“Potrebbe essere la mia fine o un nuovo inizio. Non posso saperlo. Purtroppo, mi sono dovuta affidare a mani sconosciute. Non ho scelta, non posso farci niente. E così avanzo dentro all’oscurità. O verso la luce.” (The Handmaid’s Tale – Stagione 2)
Eravamo rimasti così, anche noi come June persi nell’oscurità, senza sapere cosa sarebbe successo o dove l’avrebbero portata. La prima stagione de “Il racconto dell’ancella” era terminata come il rivoluzionario libro di Margareth Atwood, lasciandoci con un finale sospeso e un’ansia palpabile.
June avrà fatto bene a fidarsi di Nick? O un “Occhio” resta tale anche davanti all’amore?

Piccolo riassunto della precedente stagione: in un’America devastata dalle radiazioni, lo stato totalitario di Gilead ha preso il potere, creando una società maschilista e misogina che condanna le minoranze religiose e di genere e mercifica i corpi femminili al solo fine di concepire bambini sani. Un mondo grigio e anonimo le cui uniche macchie di colore sono le donne che si muovono per strada, ogni gruppo nel colore che le è stato affidato, tutte vittime, anche coloro che credono di contare qualcosa.
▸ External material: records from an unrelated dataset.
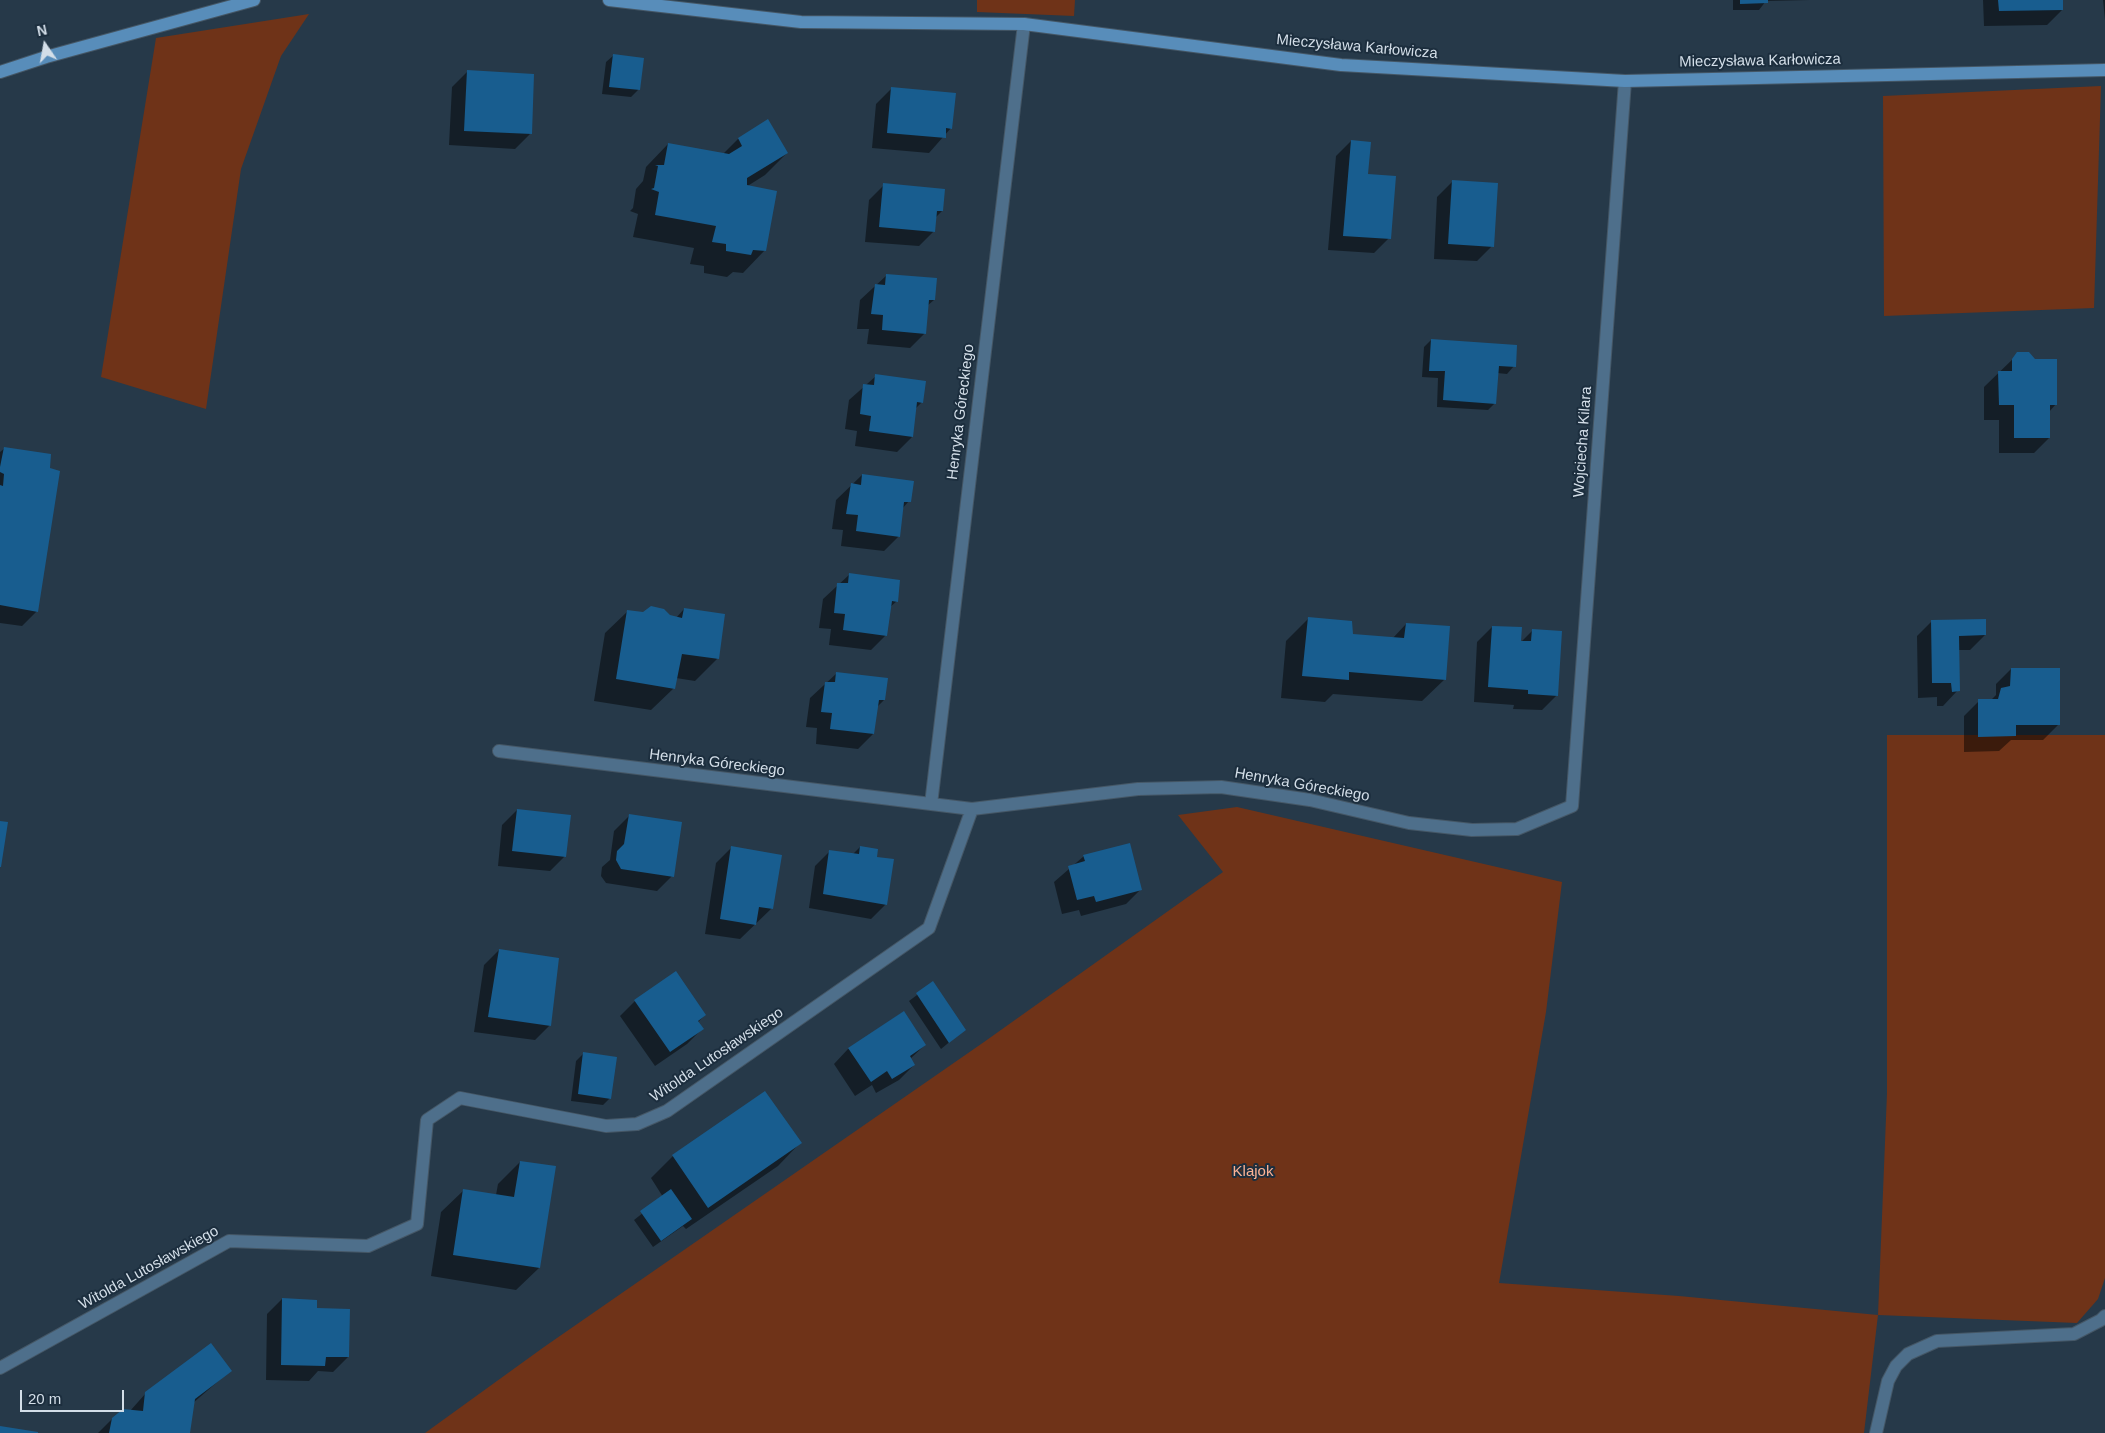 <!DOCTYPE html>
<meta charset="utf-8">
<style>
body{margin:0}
#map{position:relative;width:2105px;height:1433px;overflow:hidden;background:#263949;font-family:Arial,sans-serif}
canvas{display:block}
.north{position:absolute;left:20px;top:20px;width:50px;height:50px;-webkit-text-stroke:4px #1c2e3e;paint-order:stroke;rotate:348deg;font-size:14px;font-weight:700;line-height:20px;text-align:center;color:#d3dee8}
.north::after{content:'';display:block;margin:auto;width:18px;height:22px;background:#d3dee8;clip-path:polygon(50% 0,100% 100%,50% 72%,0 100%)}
.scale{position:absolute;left:20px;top:1390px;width:104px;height:22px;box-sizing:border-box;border:2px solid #d3dee8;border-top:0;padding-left:6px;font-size:15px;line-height:18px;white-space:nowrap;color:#d3dee8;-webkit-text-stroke:4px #1c2e3e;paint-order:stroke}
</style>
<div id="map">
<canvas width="2105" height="1433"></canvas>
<div class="north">N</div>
<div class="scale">20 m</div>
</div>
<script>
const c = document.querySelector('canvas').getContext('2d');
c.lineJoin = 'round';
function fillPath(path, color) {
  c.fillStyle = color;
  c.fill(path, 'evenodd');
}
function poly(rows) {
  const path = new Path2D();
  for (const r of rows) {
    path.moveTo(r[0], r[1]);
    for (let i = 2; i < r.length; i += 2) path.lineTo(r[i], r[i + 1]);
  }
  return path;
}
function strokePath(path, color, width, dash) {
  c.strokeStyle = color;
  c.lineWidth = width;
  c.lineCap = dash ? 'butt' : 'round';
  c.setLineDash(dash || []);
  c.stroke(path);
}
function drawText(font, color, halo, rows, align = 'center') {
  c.font = font + ' Arial,sans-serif';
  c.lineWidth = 4;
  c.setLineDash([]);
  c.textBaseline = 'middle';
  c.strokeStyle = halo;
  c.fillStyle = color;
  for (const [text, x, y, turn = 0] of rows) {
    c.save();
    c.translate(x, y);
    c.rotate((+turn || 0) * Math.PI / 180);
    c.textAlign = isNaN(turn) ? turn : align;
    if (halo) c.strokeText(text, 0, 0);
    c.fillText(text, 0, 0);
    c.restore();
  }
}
const green = poly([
 [977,0,1075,0,1074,16,977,12],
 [309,14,281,56,241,169,206,409,101,377,156,38],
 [2101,86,2094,308,1884,316,1883,96],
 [1887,735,2105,735,2105,1278,2098,1299,2077,1323,1878,1315,1864,1433,425,1433,544,1347,984,1042,1223,872,1178,815,1237,807,1562,882,1546,1012,1499,1283,1679,1296,1878,1315,1887,1093]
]);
const shadow = poly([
 [1733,0,1810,0,1766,1,1759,10,1733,10],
 [1983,0,2062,0,2062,10,2047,25,1984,26],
 [2103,0,2105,0,2105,20],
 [614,55,642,59,638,90,631,97,602,94,606,62],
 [467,72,530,134,515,149,449,145,452,87],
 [891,89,951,128,929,153,872,148,876,104],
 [738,139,787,153,765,175,746,187,765,250,743,273,733,272,727,277,704,273,704,266,690,264,694,248,633,237,638,214,630,211,633,208,636,189,643,181,646,167,668,144,723,154],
 [1351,141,1367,175,1389,238,1374,253,1328,250,1336,156],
 [1452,182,1492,246,1477,261,1434,259,1437,197],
 [884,185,942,211,936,217,934,231,919,246,865,242,869,200],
 [887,275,934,300,927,306,925,333,910,348,867,344,869,329,857,329,860,300],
 [1431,340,1514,366,1507,374,1497,373,1495,403,1488,410,1437,407,1438,378,1422,377,1424,347],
 [2018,354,2056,404,2049,412,2049,438,2034,453,1999,453,1999,420,1984,420,1984,387],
 [876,376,922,402,915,409,912,437,897,452,855,446,857,431,845,429,849,400],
 [5,448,37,611,22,626,0,623,0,452],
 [862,475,909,501,902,509,899,536,884,551,841,546,843,530,832,529,836,500],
 [850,574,897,601,889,608,886,635,871,650,829,645,831,629,819,628,823,599],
 [684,609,717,659,695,681,676,678,674,688,651,710,594,701,605,633,628,611,676,618],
 [1308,619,1352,635,1392,639,1406,624,1445,679,1422,701,1333,694,1325,702,1281,698,1286,641],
 [1932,621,1985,635,1970,650,1958,650,1958,690,1943,706,1937,706,1937,697,1918,698,1917,636],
 [1492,627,1520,643,1532,631,1557,695,1542,710,1513,709,1514,705,1474,702,1477,642],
 [2011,669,2058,725,2043,740,2011,740,1999,751,1964,752,1964,716,1979,701,1990,701,1996,695,1996,684],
 [837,673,884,700,877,707,873,734,858,749,816,744,817,728,806,727,810,698],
 [517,810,565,856,550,871,498,866,502,825],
 [629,816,672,876,657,891,606,883,601,876,602,867,610,860,614,831],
 [860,847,876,858,886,904,871,919,809,908,815,866,830,851,853,854],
 [731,848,772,908,740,939,705,934,716,863],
 [1084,856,1141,889,1126,904,1081,916,1079,910,1062,914,1054,882],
 [499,950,550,1025,535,1040,474,1032,484,965],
 [933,983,964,1030,941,1049,909,1001],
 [635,1001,705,1015,698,1022,702,1029,687,1044,655,1066,620,1016],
 [903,1012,925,1045,910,1059,914,1065,899,1080,876,1093,872,1085,855,1096,834,1064,848,1049],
 [583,1054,610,1098,603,1105,571,1101,576,1061],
 [800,1143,778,1166,686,1229,683,1226,653,1247,634,1220,663,1197,651,1178,673,1156],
 [520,1162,539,1268,516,1290,431,1276,441,1212,464,1190,496,1195,498,1184],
 [282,1299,348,1357,333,1372,318,1371,309,1381,266,1380,267,1314],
 [230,1371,193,1403,189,1433,98,1433,112,1419,130,1411,146,1393]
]);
const building = poly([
 [1740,0,1768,0,1768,3,1740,4],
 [1998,0,2063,0,2063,10,1999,11],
 [613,54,644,58,640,90,609,87],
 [467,70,534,74,532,134,464,131],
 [891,87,956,93,952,129,946,128,946,138,887,133],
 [768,119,788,153,747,178,747,185,777,191,766,251,753,250,751,255,726,251,726,244,712,242,716,226,655,215,659,192,651,189,654,188,658,166,655,165,664,165,668,143,729,154,742,146,738,138],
 [1351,140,1371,142,1368,174,1396,176,1391,239,1343,236],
 [1452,180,1498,183,1494,247,1448,244],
 [883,183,945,189,943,211,937,211,935,232,879,227],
 [886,274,937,278,935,300,929,300,926,334,882,330,883,315,871,314,875,284,885,285],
 [1431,339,1517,345,1516,367,1499,366,1496,404,1443,400,1445,371,1429,371],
 [2017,352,2029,352,2035,359,2057,359,2057,405,2050,405,2050,438,2014,438,2014,405,1999,405,1998,371,2012,371,2012,359],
 [875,374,926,381,923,403,917,402,913,437,869,431,871,416,860,414,863,384,874,385],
 [4,447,51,454,50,468,60,471,38,612,0,605,0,485,3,486,4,474,0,472,0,467],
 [862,474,914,481,911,502,904,502,900,537,856,531,858,515,846,514,851,483,861,485],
 [849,573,900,580,898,602,892,601,887,636,843,630,845,614,834,613,837,583,848,583],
 [651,606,664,609,670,615,682,618,684,608,725,614,719,659,682,654,675,689,616,679,627,610,643,612],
 [1308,617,1352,621,1353,634,1404,638,1406,623,1450,626,1446,680,1349,672,1349,680,1302,676],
 [1986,619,1986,635,1959,636,1960,691,1952,692,1951,683,1932,683,1931,620],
 [1492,626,1522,627,1521,641,1531,641,1532,629,1562,631,1558,696,1528,694,1528,690,1488,687],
 [2011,668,2060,668,2060,725,2016,725,2016,736,1978,737,1978,699,1998,699,2001,688,2010,686],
 [836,672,888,678,885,700,879,700,874,734,830,729,832,713,821,712,825,682,835,682],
 [517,809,571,815,566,857,512,851],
 [629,814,682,822,674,877,621,869,616,860,617,851,624,844],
 [0,821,8,822,1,867,0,867],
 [1130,843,1142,890,1096,902,1094,896,1077,900,1068,866,1085,861,1083,855],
 [731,846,782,855,773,909,759,907,756,925,720,919],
 [860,846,878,849,877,857,894,859,887,905,823,894,829,850,859,854],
 [499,949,559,958,551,1026,488,1017],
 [676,971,706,1015,698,1021,704,1029,670,1052,634,1000],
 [933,981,966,1030,949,1043,916,993],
 [904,1011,926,1045,910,1056,915,1065,892,1079,887,1071,871,1082,848,1048],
 [583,1052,617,1057,611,1099,578,1094],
 [765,1091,802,1143,708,1208,672,1155],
 [520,1161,556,1166,540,1268,453,1255,463,1189,514,1197],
 [671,1189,692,1219,661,1241,640,1211],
 [282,1298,317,1300,317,1308,350,1309,349,1357,326,1357,325,1366,281,1365],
 [211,1343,232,1371,195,1399,190,1433,109,1433,112,1418,123,1409,143,1411,145,1392],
 [0,1426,38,1432,38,1433,0,1433]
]);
const street = poly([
 [499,751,972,809,1138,789,1221,787,1310,800,1409,823,1472,830,1517,829,1572,806,1625,81],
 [931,804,1024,24],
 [0,1368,229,1241,368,1246,417,1224,427,1120,460,1098,606,1126,637,1124,667,1111,929,928,972,809],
 [1876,1433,1888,1381,1896,1366,1908,1354,1937,1341,2074,1334,2101,1320,2105,1316]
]);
const secondary = poly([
 [609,0,801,22,1024,24,1341,65,1625,81,2105,70],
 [0,72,46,57,254,0]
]);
const streetNames = [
 ["Mieczysława Karłowicza",1357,47,5],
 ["Mieczysława Karłowicza",1760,61,-1],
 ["Henryka Góreckiego",961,412,-83],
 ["Wojciecha Kilara",1583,442,-86],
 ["Henryka Góreckiego",717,763,7],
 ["Henryka Góreckiego",1302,785,10],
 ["Witolda Lutosławskiego",717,1055,-34],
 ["Witolda Lutosławskiego",149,1268,-29]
];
const parkNames = [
 ["Klajok",1253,1172]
];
fillPath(green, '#6f3318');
fillPath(shadow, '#0007');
fillPath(building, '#185d8f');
strokePath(street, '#455766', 14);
strokePath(secondary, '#455766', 14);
strokePath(street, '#4e6f8b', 12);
strokePath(secondary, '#588dba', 12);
drawText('15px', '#d3dee8', '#1c2e3e', streetNames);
drawText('15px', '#fcb294', '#1c2e3e', parkNames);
</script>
Protagonista della storia è Difred, l’ancella affidata al comandante Fred Waterford, attraverso le cui parole entriamo in questo mondo fatto di oppressioni e speranza. La serie prosegue il viaggio all’interno di Gilead alla scoperta dell’autocoscienza di ciascuno, una ribellione ideologica per non essere più un punto di colore su una tavolozza grigia.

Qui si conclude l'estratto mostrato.